=== Records supplied ===
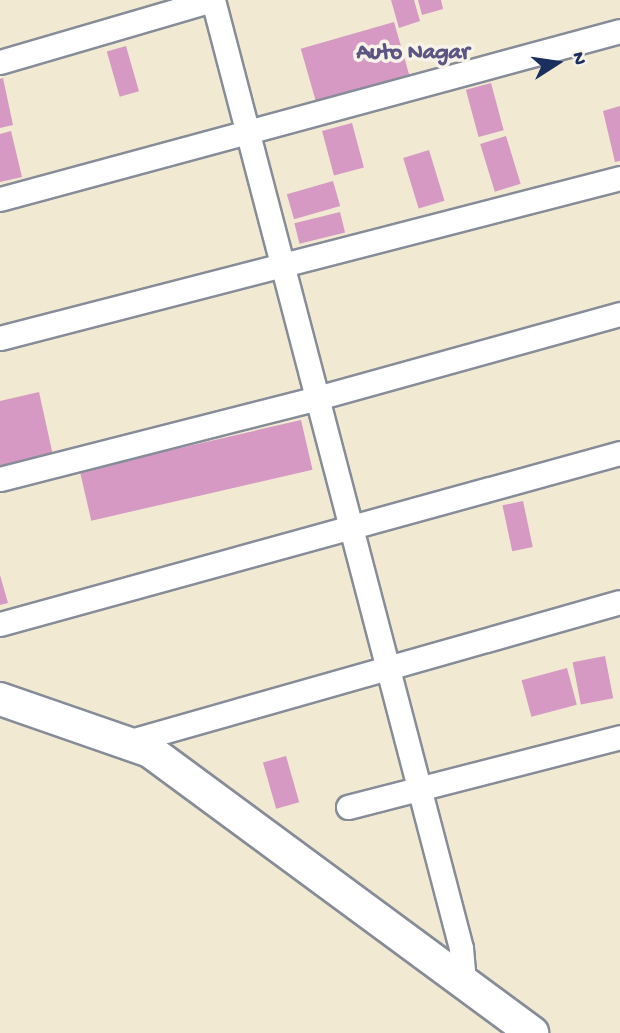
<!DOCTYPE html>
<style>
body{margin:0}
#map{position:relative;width:620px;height:1033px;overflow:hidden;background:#f1e9d1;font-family:"Gochi Hand",sans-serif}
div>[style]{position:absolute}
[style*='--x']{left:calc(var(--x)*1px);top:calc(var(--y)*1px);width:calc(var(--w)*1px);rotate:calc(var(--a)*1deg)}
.building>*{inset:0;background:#d599c4;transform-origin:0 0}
.roads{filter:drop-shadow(2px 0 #868c98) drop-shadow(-2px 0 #868c98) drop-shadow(0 2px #868c98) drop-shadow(0 -2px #868c98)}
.street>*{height:23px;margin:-11.5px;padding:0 11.5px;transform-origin:11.5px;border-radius:11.5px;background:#fff}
.secondary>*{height:32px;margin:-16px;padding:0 16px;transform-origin:16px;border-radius:16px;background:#fff}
span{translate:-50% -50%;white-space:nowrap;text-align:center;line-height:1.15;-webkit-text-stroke:7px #f7f3e8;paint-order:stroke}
.quarter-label{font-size:23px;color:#5c5482;font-weight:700}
.north{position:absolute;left:522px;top:28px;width:70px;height:70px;-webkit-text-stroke:5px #f7f3e8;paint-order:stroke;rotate:78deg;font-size:19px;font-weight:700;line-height:28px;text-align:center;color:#1b2f5e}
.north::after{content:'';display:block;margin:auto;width:24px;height:32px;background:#1b2f5e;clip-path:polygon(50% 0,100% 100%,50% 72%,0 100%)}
</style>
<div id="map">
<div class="building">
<div style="clip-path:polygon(391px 0,414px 0,420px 21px,399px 28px)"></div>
<div style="clip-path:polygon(418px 0,441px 0,443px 9px,422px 15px)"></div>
<div style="left:394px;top:22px;width:55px;height:97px;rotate:74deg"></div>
<div style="left:126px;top:46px;width:47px;height:20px;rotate:74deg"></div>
<div style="clip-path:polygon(3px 78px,13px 125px,0 128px,0 79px)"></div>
<div style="left:491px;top:83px;width:49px;height:26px;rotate:75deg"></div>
<div style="clip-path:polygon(620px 106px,620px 161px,615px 162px,603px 111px)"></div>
<div style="left:352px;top:123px;width:46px;height:31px;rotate:75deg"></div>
<div style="clip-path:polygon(11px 131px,22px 177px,0 182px,0 134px)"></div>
<div style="left:506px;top:136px;width:50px;height:27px;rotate:73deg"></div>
<div style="left:429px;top:150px;width:53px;height:27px;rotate:73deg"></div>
<div style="left:333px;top:181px;width:26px;height:48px;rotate:74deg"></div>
<div style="left:340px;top:212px;width:21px;height:47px;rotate:76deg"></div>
<div style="clip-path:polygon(39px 392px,54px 460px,0 472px,0 401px)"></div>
<div style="left:301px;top:420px;width:51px;height:227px;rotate:77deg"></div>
<div style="left:523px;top:501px;width:47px;height:21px;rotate:78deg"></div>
<div style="clip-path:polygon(0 575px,8px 603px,0 605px)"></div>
<div style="left:605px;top:656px;width:43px;height:33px;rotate:79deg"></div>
<div style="left:567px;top:668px;width:38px;height:47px;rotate:75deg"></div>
<div style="left:286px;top:756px;width:48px;height:24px;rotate:74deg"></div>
</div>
<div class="roads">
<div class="street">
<div style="--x:213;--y:0;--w:980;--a:75.34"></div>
<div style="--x:461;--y:948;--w:33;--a:85"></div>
<div style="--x:0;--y:62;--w:221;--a:-16.3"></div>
<div style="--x:0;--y:199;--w:642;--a:-15.16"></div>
<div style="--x:0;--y:338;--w:640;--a:-14.47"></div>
<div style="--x:0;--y:479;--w:327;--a:-14.3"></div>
<div style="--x:317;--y:398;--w:314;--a:-15.5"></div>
<div style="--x:0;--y:624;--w:643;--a:-15.42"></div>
<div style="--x:127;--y:742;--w:512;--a:-15.85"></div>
<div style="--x:348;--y:807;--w:281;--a:-14.4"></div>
</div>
<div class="secondary">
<div style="--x:0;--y:699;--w:159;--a:19.1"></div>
<div style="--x:150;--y:751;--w:475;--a:36.4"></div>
</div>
</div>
<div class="quarter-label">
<span style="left:413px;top:54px">Auto Nagar</span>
</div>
<div class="north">N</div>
</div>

=== Task statement ===
Exact lines only, please. Repeat everything from the top of the records through the line containing "0 #868c98) drop-shadow(-2px", both ends in and pictures out.

=== Response ===
<!DOCTYPE html>
<style>
body{margin:0}
#map{position:relative;width:620px;height:1033px;overflow:hidden;background:#f1e9d1;font-family:"Gochi Hand",sans-serif}
div>[style]{position:absolute}
[style*='--x']{left:calc(var(--x)*1px);top:calc(var(--y)*1px);width:calc(var(--w)*1px);rotate:calc(var(--a)*1deg)}
.building>*{inset:0;background:#d599c4;transform-origin:0 0}
.roads{filter:drop-shadow(2px 0 #868c98) drop-shadow(-2px 0 #868c98) drop-shadow(0 2px #868c98) drop-shadow(0 -2px #868c98)}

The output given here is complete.